Typographics is a design festival dedicated to typography, and this year it started with Tobias Frere-Jones asking the following question:
"Why do we make more typefaces?"
Pretty deep for a typography conference, right? But since the festival is meant for people who use type, I found that opening question to be really suitable. And the answer Tobias gave helped set the tone for the following days of talks, workshops and tours: "Typefaces are solutions, and we keep having problems."
Yes, typography can solve problems. More specifically: communication problems.
Typography can carry and deliver a message, not only by being the medium, but by setting a voice through what is commonly known as a "font".
Just ask Eduardo Danilo, or Roger Black, who showcased some great work that is highly based on the daunting task of understanding who your user, or reader, is and crafting a compelling experience through typography.
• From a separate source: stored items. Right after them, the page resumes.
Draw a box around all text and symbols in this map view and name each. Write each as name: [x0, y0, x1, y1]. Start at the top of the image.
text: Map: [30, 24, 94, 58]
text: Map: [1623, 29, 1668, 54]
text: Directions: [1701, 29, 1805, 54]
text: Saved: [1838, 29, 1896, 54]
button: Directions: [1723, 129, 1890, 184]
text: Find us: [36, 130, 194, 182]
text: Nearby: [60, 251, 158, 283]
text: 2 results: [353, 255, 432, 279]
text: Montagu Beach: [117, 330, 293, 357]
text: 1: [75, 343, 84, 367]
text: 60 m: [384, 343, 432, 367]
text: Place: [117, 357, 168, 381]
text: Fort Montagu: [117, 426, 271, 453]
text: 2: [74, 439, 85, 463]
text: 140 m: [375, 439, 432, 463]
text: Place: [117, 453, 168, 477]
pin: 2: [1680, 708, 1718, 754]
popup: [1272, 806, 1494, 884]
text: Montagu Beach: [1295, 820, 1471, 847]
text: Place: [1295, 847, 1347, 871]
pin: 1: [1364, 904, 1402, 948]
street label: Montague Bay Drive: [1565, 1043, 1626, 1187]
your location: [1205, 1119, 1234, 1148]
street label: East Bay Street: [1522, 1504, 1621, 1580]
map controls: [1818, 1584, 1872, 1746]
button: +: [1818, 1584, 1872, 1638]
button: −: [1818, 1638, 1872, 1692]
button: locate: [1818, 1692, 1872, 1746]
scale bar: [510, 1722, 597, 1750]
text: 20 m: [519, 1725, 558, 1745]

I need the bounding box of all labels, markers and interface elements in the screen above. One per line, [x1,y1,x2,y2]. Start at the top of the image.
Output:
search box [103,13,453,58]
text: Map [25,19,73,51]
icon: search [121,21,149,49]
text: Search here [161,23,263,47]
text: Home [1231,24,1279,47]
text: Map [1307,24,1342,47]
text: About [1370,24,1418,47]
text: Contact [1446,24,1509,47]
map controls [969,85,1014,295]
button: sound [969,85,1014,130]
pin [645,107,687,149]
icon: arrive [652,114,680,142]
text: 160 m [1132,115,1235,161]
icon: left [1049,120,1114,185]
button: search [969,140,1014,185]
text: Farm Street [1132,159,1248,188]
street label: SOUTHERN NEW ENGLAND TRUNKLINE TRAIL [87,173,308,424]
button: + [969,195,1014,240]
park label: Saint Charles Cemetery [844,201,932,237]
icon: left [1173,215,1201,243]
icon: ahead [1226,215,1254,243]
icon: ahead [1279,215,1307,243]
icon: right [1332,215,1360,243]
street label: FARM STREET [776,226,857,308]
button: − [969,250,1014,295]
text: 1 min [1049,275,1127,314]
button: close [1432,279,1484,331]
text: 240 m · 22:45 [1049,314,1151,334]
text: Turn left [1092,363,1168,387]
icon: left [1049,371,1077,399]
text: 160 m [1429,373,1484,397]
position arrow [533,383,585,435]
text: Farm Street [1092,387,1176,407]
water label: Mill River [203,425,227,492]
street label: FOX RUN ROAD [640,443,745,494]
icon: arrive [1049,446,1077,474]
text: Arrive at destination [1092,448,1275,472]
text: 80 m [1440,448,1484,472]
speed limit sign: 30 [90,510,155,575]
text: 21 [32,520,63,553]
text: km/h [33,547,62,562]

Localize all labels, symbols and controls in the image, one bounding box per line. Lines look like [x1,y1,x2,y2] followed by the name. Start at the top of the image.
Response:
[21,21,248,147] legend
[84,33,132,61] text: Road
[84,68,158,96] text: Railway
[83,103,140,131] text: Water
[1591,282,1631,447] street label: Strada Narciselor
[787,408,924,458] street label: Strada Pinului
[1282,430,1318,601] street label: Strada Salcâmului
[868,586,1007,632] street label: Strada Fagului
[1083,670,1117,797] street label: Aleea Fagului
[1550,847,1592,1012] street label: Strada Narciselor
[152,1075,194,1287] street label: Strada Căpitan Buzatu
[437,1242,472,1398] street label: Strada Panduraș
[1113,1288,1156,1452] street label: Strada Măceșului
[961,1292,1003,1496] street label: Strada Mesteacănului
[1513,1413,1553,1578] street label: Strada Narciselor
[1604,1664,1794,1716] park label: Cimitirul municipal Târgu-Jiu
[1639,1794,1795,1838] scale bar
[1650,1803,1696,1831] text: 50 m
Typography can also have an "entertaining" and playful side, as we saw on Emily Oberman and Jakob Trollbäck's talk: It can be used not only for communicating purposes, but as a completely dynamic experience that is complemented with rythm, movement, and diverse effects to appeal the masses.
Not enough? Stephen Doyle showed how far typography can really go when you take a step back and uncover the power in the meaning of words.
Personally, I was most inspired by Marta Cerda, Victoria Rushton, Nina Stössinger and Tracy Ma. They all showed a very wide range of amazing work supported by great stories of finding your own voice and style, working hard, and the power behind a woman determined to do something (I am a feminist at heart).
To top things off Typographics also had Typelab, which is a secondary space dedicated to the more experimental side of typography:
Want to create an alphabet entirely with CSS? Check!
Want to explore sound within certain typographic elements? Check!
Maybe you just want to learn about non-latin alphabets, or how to build a community surrounding type design? Check all of that too!